YOUR OBJECTIVE => Copy, from the entries below, each line where the word "font" can be found.

EXERCISE MATERIAL =>
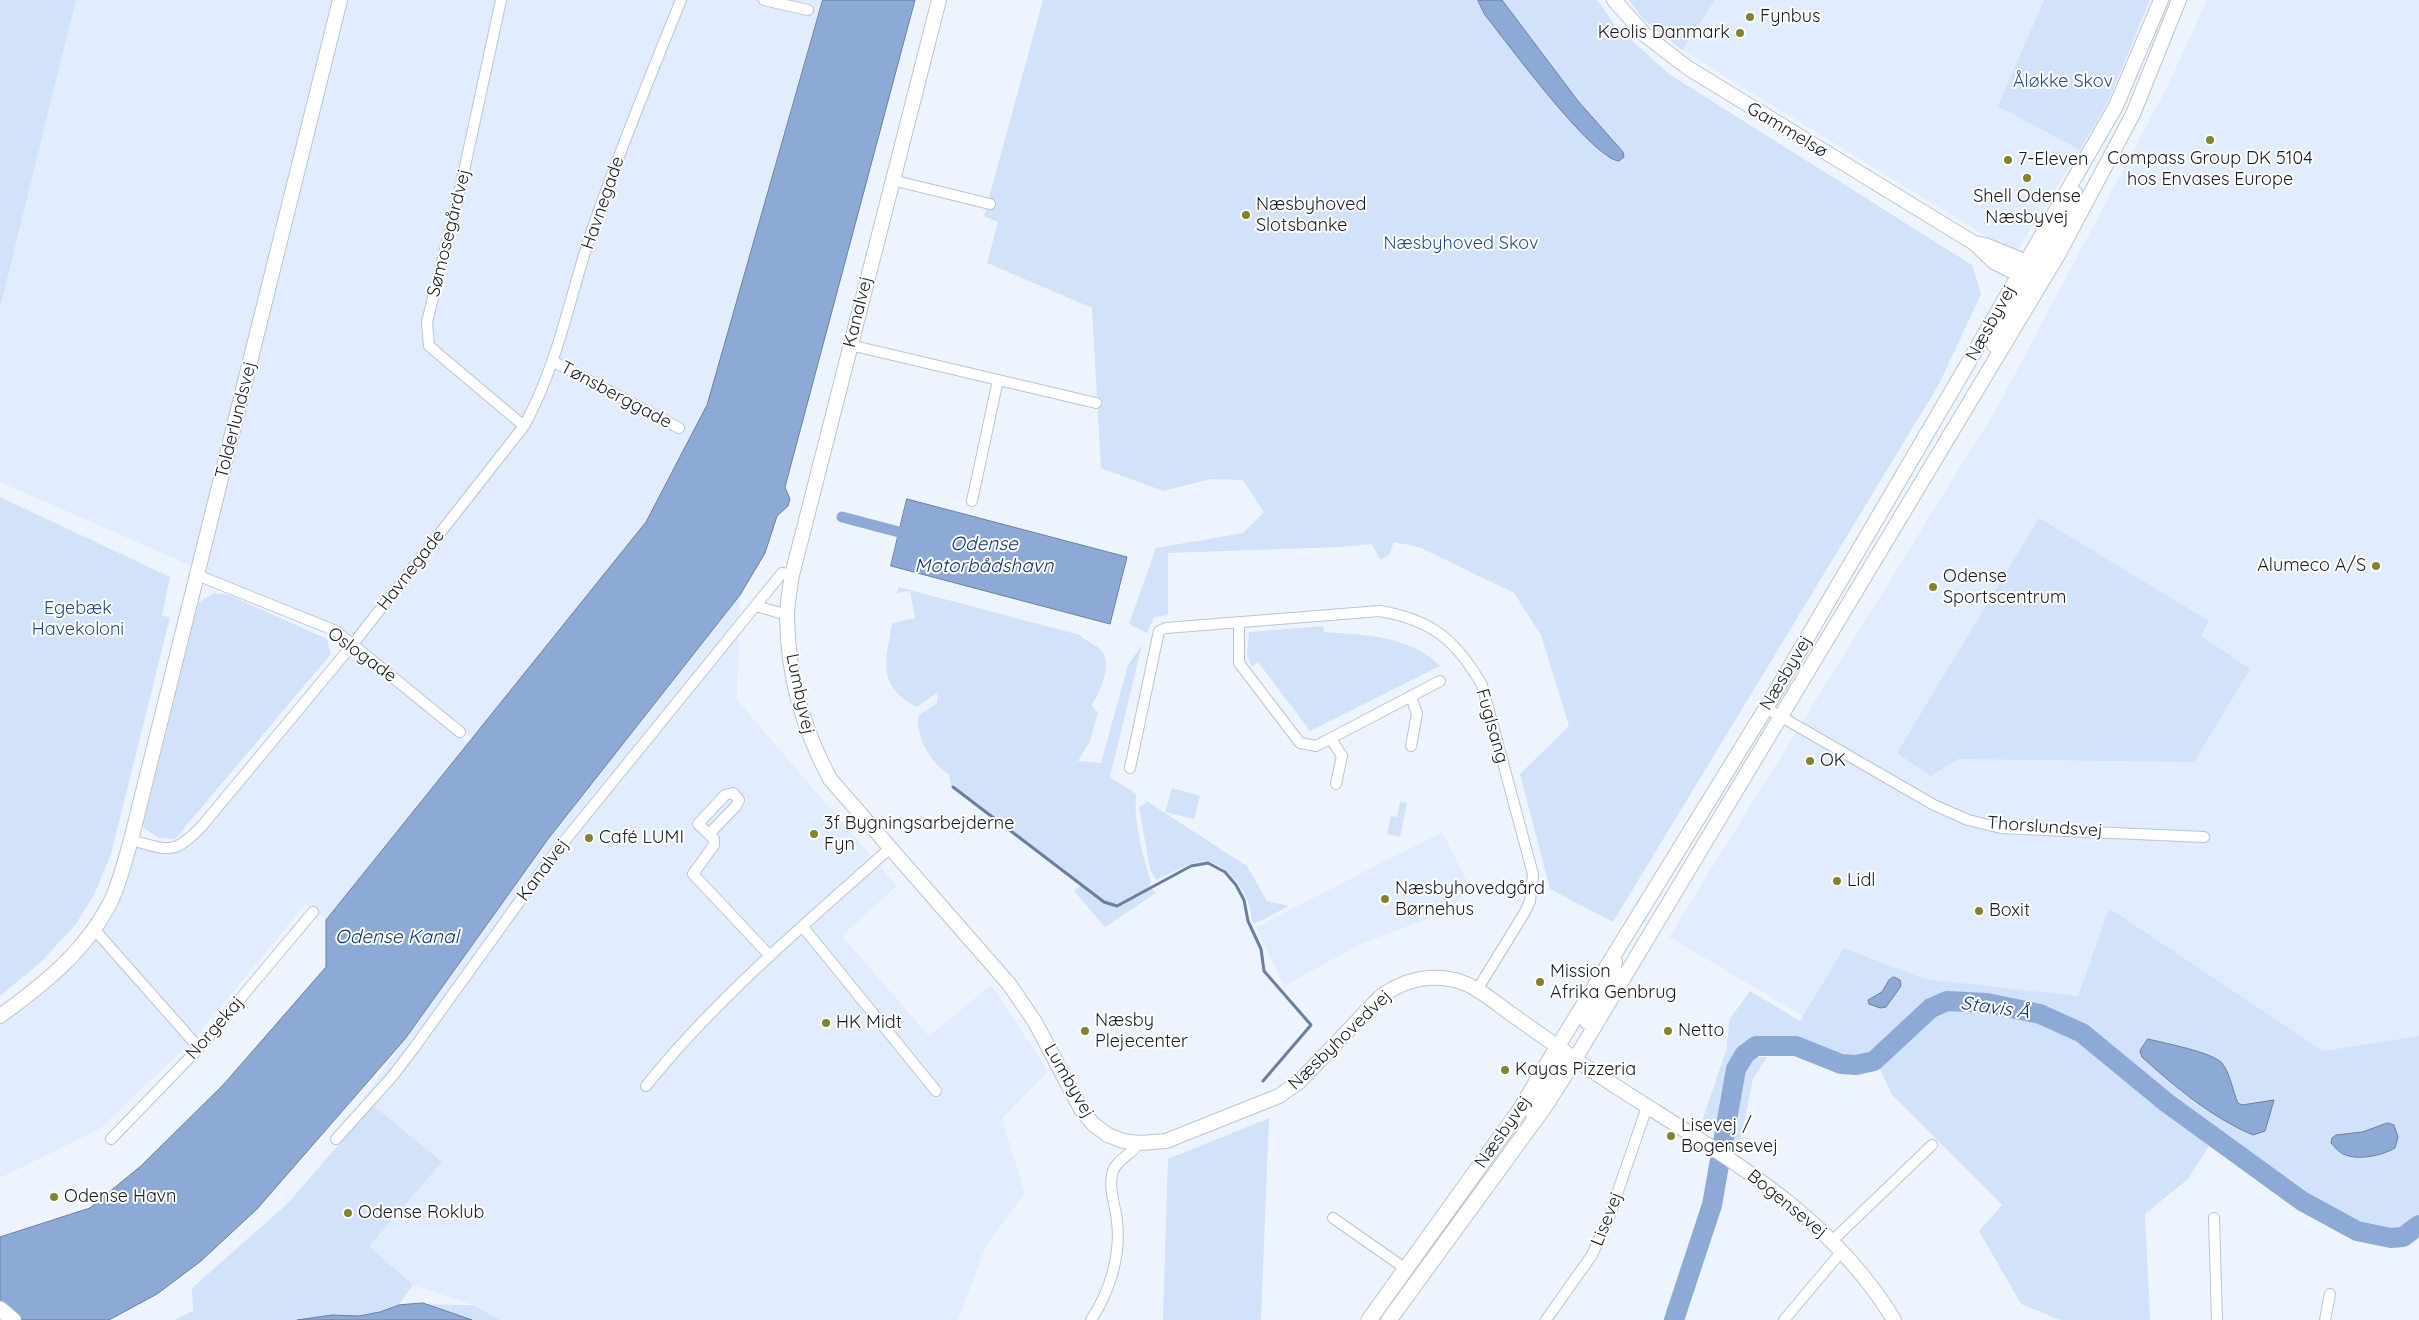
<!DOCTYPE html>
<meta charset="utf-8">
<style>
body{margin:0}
canvas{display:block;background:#eef4fd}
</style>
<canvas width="2419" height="1320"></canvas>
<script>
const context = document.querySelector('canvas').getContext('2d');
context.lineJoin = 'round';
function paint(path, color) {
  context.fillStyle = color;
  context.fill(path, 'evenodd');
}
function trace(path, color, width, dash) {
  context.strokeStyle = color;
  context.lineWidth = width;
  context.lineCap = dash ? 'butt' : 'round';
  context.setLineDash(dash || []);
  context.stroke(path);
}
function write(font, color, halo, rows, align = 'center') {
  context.font = font + ' Quicksand,sans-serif';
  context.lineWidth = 4;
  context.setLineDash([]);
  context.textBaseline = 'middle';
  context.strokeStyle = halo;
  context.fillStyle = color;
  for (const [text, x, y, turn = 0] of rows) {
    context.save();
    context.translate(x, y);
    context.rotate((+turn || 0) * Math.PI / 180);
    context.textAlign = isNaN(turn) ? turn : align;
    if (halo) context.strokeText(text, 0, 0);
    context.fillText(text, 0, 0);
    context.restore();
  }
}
paint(new Path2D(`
 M76 0H823L707 405 646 522 473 739 344 633 0 482V308Z
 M1715 0H2044L1999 106 2080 150 2015 254 1682 50Z
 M2207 0H2419V1036L2323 1051 2109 908 2078 996 1925 979 1844 948 1803 1016 1669 937 1998 406 2168 85Z
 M740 595 737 700 897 886 842 936 929 1036 991 985 1048 1071 1002 1119 1025 1193 986 1246 958 1320H500L473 1305 413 1285 369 1246 441 1162 364 1097 548 839Z
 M354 649 469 744 326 920 305 904 196 1037 101 1128 0 1178V1025L49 987 93 939 135 847 167 854 184 850 201 835Z
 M1442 832 1470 887 1449 911 1363 943 1284 986 1256 927Z`), '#e1edff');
paint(new Path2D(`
 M0 0H76L0 308Z
 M1043 0H1478L1485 15 1559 108 1606 157 1623 152 1578 101 1502 0H1597L1616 26 1669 74 1972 265 1981 294 1939 384 1613 922 1550 889 1520 774 1569 726 1541 635 1514 593 1419 547 1394 542 1389 555 1380 560 1372 544 1341 547 1168 553V615L1154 617 1147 633 1129 624 1156 548 1243 533 1264 512 1243 480 1211 479 1163 491 1101 468 1092 308 987 263 998 222 984 216Z
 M1629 0H1715L1682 50 1644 20Z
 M2044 0H2150L2108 102 2080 150 1998 106Z
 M0 497 170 577 162 616 170 617 111 854 95 893 76 924 42 961 0 996Z
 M2039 518 2209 621 2201 636 2250 669 2194 762 1958 759 1931 776 1897 753Z
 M899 587 1080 635C1086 642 1096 644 1102 651 1113 663 1099 695 1091 706L1098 712 1090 741 1078 761 1101 763 1128 665 1142 645 1110 777 1136 794C1133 818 1143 858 1151 881L1149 887 1156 893 1105 927 1074 891 1082 885 951 785 949 775C930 761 917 740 918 716L937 703 938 692 917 707C887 692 882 673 889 642 890 635 890 629 893 623L915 618 910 591 896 593Z
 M214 593 229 595 327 639 331 654 175 839 159 838 144 828 142 819 198 603Z
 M1323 626 1324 632C1364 635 1410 635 1440 666L1310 731 1258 662 1252 667 1247 655 1249 632Z
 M1172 788 1200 796 1194 819 1165 812Z
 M1145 800 1247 866 1267 901 1289 906 1254 924C1250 916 1251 909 1248 901 1240 883 1222 858 1199 862 1184 864 1170 875 1156 880L1150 869 1139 807 1146 803Z
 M1400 802 1407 803 1400 837 1387 834 1391 816 1397 817Z
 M2109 908 2323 1051 2419 1036V1214C2411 1224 2402 1234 2388 1233 2349 1230 2269 1169 2235 1145 2209 1127 2183 1109 2158 1089 2139 1073 2113 1042 2093 1031 2065 1014 1958 982 1930 997 1911 1017 1884 1052 1858 1061 1841 1067 1823 1048 1809 1041 1792 1034 1757 1033 1742 1046 1738 1050 1736 1055 1734 1059L1719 1136 1701 1124 1727 1048 1729 1020 1750 991 1800 1021 1844 948 1925 979 2078 996ZM2148 1039 2187 1048 2222 1064 2238 1103 2242 1105 2254 1104 2253 1135 2240 1129 2180 1091ZM2388 1123 2394 1125 2331 1143 2341 1134 2362 1132Z
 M1944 1009H1973L2013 1016 2054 1027 2084 1043 2209 1146 2188 1179 2145 1214 2150 1320H2060L2021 1304 1979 1231 2002 1205 1892 1095 1877 1063 1910 1037 1932 1014Z
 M1767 1057 1753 1079 1739 1147 1729 1142C1732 1124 1734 1072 1748 1061 1753 1057 1760 1057 1767 1057Z
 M373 1105 442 1162 369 1246 413 1285 399 1304 473 1305 500 1320H174L193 1311 192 1288 288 1203Z
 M1269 1118 1261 1320H1163L1168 1159Z`), '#d2e2fa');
const water = new Path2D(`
 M823 0H915L785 487 790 499 788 506 777 516 765 553 740 595 548 839 405 1039 257 1209 201 1261 157 1294 109 1320H0V1237L90 1208 142 1165 224 1084 326 967V920L646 522 707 405Z
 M1478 0H1502L1578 101 1623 152 1624 157 1619 161C1592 159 1506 41 1485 15Z
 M907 499 1127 557 1110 624 891 566Z
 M1894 977 1900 980 1901 986 1886 1007 1880 1008 1869 1004 1868 1000 1882 992 1889 980Z
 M2148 1039C2164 1043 2212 1052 2222 1063 2230 1073 2233 1092 2238 1103L2242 1105 2274 1100 2265 1131 2253 1135C2211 1117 2175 1087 2142 1057L2140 1051Z
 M2388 1123 2394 1125 2398 1137 2395 1148C2382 1156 2353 1162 2340 1152 2337 1150 2334 1146 2331 1143L2332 1138 2336 1135 2362 1132Z
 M423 1303 472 1320H297L332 1315 359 1316 380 1312 399 1305Z`);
paint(water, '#8daad6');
trace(water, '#6a7f9f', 1);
trace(new Path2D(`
 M953 787 1104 902 1117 906 1191 866 1208 863 1225 872 1236 885 1244 900 1248 921 1261 949 1264 971 1311 1025 1263 1081`), '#6a7f9f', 3);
trace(new Path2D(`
 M842 517 899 532`), '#8daad6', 11);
trace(new Path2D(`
 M1674 1320 1712 1205 1736 1069 1745 1054 1756 1046H1796L1841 1064 1856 1065 1874 1061 1931 1008 1947 1001 1987 1003 2040 1014 2082 1033 2167 1103 2302 1201 2357 1231 2391 1238 2403 1237 2419 1225`), '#8daad6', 20);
const minor = new Path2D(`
 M501 0 461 185 427 322 429 346 524 426
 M764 0 808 10
 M892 180 990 204
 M850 345 1096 403
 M554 362 679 428
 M972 501 998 380
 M197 575 336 631 460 732
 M756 606 787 615
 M1239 622V663L1300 743 1316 746 1440 681
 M1766 708 1934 805 1968 820 2001 828 2204 837
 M1331 739 1342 756 1336 784
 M1411 746 1417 714 1411 696
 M1130 768 1159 631 1166 628 1380 611C1432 620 1456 640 1482 685L1533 874 1530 901 1525 912 1477 990
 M709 834 736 806 739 800 733 793 725 795 698 824 714 839V845L693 874 770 956
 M131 840C169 850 173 856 202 826L353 644 524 426C558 364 569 299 591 233 618 154 650 77 681 0
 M803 927 936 1091
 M94 929 199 1048
 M646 1086C717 997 806 924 890 848
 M111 1139 199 1048 313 912
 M336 1139 391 1078 414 1048 550 859 782 573 792 575
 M1333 1218 1406 1269
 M2214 1218 2217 1320
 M1832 1241 1932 1145
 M1091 1320C1110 1291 1121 1256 1117 1221 1115 1204 1108 1187 1113 1171 1118 1158 1133 1154 1139 1143
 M1546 1320 1592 1255 1608 1220 1647 1107
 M1784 1320 1842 1251
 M2325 1320 2330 1294`);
const tertiary = new Path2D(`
 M939 0 792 575C790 588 787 603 787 617 788 677 802 726 830 779L1009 984 1035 1022 1081 1109 1093 1124 1108 1135 1123 1141 1139 1143 1166 1141 1279 1096 1299 1082 1380 997C1402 981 1428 974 1455 980 1474 985 1491 999 1507 1011 1530 1027 1552 1043 1575 1059 1688 1138 1820 1197 1894 1320
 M1614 0 1645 35 1688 68 1974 243 1994 262 2040 285
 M1975 243 1985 245 2034 265
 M2040 277V267L2075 193
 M1994 345 2029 280 2027 271
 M0 1016C44 984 86 951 111 901 120 882 125 860 131 840L340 0
 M1587 1022 1612 980 1615 961
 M1558 1046 1766 708 1963 372 2116 106 2161 0
 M1575 1059 2058 255 2133 114 2179 0
 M1533 1114 1564 1060 1558 1046`);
const secondary = new Path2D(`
 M0 1309 13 1320
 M1369 1320 1520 1110 1558 1046
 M1389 1320 1545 1106 1575 1059`);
trace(minor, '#bac4d3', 12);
trace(tertiary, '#bac4d3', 16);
trace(secondary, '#bac4d3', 17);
trace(minor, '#fff', 10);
trace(tertiary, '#fff', 14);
trace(secondary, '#fff', 15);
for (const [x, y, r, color] of [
 [1750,17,5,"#83832d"],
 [1740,33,5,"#83832d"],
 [2210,140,5,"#83832d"],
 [2008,160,5,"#83832d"],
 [2027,178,5,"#83832d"],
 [1246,215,5,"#83832d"],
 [2376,566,5,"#83832d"],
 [1933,587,5,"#83832d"],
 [1810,761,5,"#83832d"],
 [814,834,5,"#83832d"],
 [589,838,5,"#83832d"],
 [1837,881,5,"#83832d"],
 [1385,899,5,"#83832d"],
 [1979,911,5,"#83832d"],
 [1540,982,5,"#83832d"],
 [826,1023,5,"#83832d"],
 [1085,1031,5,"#83832d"],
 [1668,1031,5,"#83832d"],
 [1505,1070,5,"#83832d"],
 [1671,1136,5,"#83832d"],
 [54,1197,5,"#83832d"],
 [348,1213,5,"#83832d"]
]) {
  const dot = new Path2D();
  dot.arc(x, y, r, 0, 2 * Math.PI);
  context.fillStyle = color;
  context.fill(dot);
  trace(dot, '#fff', 2);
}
write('18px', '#171a20', '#fff', [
 ["Fynbus",1760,17],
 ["Keolis Danmark",1730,33,"right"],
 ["Compass Group DK 5104",2210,159,"center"],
 ["hos Envases Europe",2210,180,"center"],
 ["7-Eleven",2018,160],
 ["Shell Odense",2027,197,"center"],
 ["Næsbyvej",2027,218,"center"],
 ["Næsbyhoved",1256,205],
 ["Slotsbanke",1256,226],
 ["Alumeco A/S",2366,566,"right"],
 ["Odense",1943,577],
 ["Sportscentrum",1943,598],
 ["OK",1820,761],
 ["3f Bygningsarbejderne",824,824],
 ["Fyn",824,845],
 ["Café LUMI",599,838],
 ["Lidl",1847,881],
 ["Næsbyhovedgård",1395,889],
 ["Børnehus",1395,910],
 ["Boxit",1989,911],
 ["Mission",1550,972],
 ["Afrika Genbrug",1550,993],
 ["Næsby",1095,1021],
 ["Plejecenter",1095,1042],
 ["HK Midt",836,1023],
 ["Netto",1678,1031],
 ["Kayas Pizzeria",1515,1070],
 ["Lisevej /",1681,1126],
 ["Bogensevej",1681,1147],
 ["Odense Havn",64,1197],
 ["Odense Roklub",358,1213]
], 'left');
write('18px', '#274a82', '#fff', [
 ["Åløkke Skov",2063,82],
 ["Næsbyhoved Skov",1461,244],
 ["Egebæk",78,609],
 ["Havekoloni",78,630]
]);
write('18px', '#171a20', '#fff', [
 ["Gammelsø",1787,130,31],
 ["Havnegade",603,203,-71],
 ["Sømosegårdvej",449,233,-76],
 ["Kanalvej",858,312,-76],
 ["Næsbyvej",1991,323,-61],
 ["Tønsberggade",616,395,28],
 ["Tolderlundsvej",236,420,-76],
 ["Havnegade",411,570,-52],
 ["Oslogade",362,655,36],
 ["Næsbyvej",1786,673,-59],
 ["Lumbyvej",800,694,78],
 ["Fuglsang",1492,726,74],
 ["Thorslundsvej",2045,827,4],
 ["Kanalvej",543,870,-53],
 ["Norgekaj",215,1028,-49],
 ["Næsbyhovedvej",1340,1040,-44],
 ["Lumbyvej",1069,1081,60],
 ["Næsbyvej",1503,1132,-55],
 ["Bogensevej",1787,1204,39],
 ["Lisevej",1607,1219,-68]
]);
write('italic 19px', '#103368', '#fff', [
 ["Odense",984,544],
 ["Motorbådshavn",984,566],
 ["Odense Kanal",397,937],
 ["Stavis Å",1995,1008,8]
]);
</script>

ANSWER SPACE =>
function write(font, color, halo, rows, align = 'center') {
  context.font = font + ' Quicksand,sans-serif';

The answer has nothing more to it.